By clicking “Sign up for GitHub”, you agree to our terms of service and privacy statement. We’ll occasionally send you account related emails.

Already on GitHub? Sign in to your account

New Fork: Web client + WebSocket + own VAD impl. #105

Open
marcinmatys opened this issue Jul 8, 2024 · 9 comments
Open

New Fork: Web client + WebSocket + own VAD impl. #105

marcinmatys opened this issue Jul 8, 2024 · 9 comments

Comments

@marcinmatys
Copy link

I have created fork of whisper_streaming , so I took the liberty of writing about it here.
We may close this issue soon as it is information only.

I encourage you to check it out if you are interested in topics such as
Web Browser-Based client with WebSocket Communication,
Voice Activity Detection, and Silence Processing.

If you have any comments, please write here or check out feedback section in my README

@vuduc153
Copy link

vuduc153 commented Jul 8, 2024

@marcinmatys Hi, thanks for the fork it's really a godsend since I was looking to put together something similar. :)
One thing I notice is that the VAD seems to reset the timestamp to 0 every time it starts again after a silence period. Is this the expected behavior?

@marcinmatys
Copy link
Author

@vuduc153 Thanks for your feedback.

When silence is detected, OnlineASRProcessor finish() and init() methods are called to read uncommited transcription and clear buffer. We loose context and have uncommited transcription then, but in my opinion, it does not have a significant impact on quality. However, I must say that this implementation is just my experiment. You have to do the tests yourself and decide whether it is appropriate or not.

You could remove line online.init() from below code and check the difference.

if not silence_started:
     o = online.finish()
     online.init()

@vuduc153
Copy link

vuduc153 commented Jul 8, 2024

@marcinmatys Thanks for the reply I just wanted to confirm if that's indeed to intended logic.
There's also an issue with really long pauses (>10s) with the current code. Since rms is calculated as the square root mean of the ongoing silence_candidate_chunk, after a long pause when the speech starts again, rms will still be under the SILENCE_THRESHOLD for a while until the new data brings the mean back up above the threshold.

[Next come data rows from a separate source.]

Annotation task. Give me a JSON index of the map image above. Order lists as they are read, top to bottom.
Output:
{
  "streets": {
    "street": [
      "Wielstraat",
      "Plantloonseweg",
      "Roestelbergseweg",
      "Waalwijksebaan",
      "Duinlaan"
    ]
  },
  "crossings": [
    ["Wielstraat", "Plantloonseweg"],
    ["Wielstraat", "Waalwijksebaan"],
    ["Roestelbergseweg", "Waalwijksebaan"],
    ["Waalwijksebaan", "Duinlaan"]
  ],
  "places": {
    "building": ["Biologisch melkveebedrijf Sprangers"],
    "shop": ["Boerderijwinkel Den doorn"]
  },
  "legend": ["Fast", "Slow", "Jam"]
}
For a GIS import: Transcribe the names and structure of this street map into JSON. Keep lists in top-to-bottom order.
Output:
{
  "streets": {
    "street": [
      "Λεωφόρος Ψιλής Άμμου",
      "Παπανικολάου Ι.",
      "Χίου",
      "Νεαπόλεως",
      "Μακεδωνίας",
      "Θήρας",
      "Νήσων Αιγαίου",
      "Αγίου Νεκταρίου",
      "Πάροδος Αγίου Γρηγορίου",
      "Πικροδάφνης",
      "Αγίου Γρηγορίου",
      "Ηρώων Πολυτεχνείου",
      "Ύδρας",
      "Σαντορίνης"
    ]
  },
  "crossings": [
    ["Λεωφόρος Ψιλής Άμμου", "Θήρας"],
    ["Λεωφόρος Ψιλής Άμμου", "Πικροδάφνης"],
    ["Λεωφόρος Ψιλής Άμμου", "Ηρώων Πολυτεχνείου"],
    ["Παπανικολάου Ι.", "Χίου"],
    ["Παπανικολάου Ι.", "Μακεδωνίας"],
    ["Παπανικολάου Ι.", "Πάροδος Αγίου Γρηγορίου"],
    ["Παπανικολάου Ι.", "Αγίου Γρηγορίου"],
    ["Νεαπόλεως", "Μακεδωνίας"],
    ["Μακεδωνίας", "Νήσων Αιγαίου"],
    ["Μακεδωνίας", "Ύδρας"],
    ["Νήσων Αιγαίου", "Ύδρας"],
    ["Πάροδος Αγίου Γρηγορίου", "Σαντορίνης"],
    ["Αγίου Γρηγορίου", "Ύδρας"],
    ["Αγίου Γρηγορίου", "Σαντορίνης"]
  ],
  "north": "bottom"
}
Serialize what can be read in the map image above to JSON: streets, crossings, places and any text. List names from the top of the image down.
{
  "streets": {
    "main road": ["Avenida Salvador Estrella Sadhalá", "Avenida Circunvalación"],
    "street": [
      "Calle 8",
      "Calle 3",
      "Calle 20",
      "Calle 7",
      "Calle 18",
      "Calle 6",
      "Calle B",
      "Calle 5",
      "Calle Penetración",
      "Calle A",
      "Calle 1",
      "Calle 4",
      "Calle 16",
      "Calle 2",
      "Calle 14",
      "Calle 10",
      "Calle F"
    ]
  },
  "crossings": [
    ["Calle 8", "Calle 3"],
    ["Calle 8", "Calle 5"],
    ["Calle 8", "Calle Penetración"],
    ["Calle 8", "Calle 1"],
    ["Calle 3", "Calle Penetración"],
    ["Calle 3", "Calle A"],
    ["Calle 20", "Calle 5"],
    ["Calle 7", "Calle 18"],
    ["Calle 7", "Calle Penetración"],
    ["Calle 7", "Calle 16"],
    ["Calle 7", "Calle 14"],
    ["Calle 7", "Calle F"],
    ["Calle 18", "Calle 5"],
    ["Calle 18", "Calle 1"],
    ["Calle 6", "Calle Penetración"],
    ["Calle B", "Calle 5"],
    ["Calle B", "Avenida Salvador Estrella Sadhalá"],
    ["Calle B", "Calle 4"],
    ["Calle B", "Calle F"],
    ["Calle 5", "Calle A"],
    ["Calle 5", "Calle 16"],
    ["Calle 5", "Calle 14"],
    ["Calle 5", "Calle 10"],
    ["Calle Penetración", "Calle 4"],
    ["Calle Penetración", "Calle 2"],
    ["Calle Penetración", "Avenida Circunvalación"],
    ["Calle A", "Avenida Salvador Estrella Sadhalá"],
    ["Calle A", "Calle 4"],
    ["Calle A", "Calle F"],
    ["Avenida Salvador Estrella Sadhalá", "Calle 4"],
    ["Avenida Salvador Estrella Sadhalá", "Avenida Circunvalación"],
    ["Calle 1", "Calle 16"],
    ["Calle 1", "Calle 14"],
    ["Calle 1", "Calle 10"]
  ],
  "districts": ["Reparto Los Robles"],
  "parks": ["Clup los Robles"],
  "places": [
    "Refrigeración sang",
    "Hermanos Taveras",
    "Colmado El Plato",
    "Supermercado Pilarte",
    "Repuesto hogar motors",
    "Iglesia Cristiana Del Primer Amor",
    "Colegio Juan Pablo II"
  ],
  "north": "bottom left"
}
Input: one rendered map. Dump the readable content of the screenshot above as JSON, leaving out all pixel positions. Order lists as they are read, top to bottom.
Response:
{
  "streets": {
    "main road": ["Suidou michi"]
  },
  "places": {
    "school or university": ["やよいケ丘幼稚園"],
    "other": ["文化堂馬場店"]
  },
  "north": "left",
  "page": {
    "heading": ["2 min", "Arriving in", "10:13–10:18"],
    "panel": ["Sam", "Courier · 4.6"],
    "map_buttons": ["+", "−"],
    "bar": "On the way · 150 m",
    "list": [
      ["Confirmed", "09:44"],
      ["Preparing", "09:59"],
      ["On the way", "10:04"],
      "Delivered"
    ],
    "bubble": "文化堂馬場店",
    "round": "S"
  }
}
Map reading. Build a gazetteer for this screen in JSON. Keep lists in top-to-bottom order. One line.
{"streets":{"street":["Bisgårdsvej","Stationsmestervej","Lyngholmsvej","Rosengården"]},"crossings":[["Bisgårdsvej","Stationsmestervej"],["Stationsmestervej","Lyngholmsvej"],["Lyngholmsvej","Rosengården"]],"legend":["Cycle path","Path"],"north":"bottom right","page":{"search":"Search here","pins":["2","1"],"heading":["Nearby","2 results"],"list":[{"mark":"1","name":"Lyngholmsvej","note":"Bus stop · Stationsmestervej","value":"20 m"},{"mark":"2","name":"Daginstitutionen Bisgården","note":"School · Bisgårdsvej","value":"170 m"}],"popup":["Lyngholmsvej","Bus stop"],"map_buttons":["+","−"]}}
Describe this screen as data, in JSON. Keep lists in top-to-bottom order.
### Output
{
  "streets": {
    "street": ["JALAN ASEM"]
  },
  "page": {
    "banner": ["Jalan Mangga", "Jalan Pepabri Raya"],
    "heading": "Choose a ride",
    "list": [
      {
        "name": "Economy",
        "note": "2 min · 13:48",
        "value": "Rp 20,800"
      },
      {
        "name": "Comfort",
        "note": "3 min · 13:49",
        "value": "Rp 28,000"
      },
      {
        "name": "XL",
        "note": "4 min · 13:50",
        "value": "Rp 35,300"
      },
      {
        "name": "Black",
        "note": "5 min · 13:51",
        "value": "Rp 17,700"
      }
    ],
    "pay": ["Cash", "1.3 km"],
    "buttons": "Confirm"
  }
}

From my experience it would take around 1/10 the duration of the pause for the ASR to picks up again, which means the first sentence after a pause will lose some words at the beginning.

Calculating rms per received audio might be a better way to approach this. I have slightly modified the logic in this section in PR. Let me know what you think.

@Gldkslfmsd
Copy link
Collaborator

Thanks for a nice work, @marcinmatys . I shortly looked at your README2 and I found out that you're using numpy sound intensity detection as "VAD". I think that that way you can detect silence vs non-silence. What about noise vs. speech?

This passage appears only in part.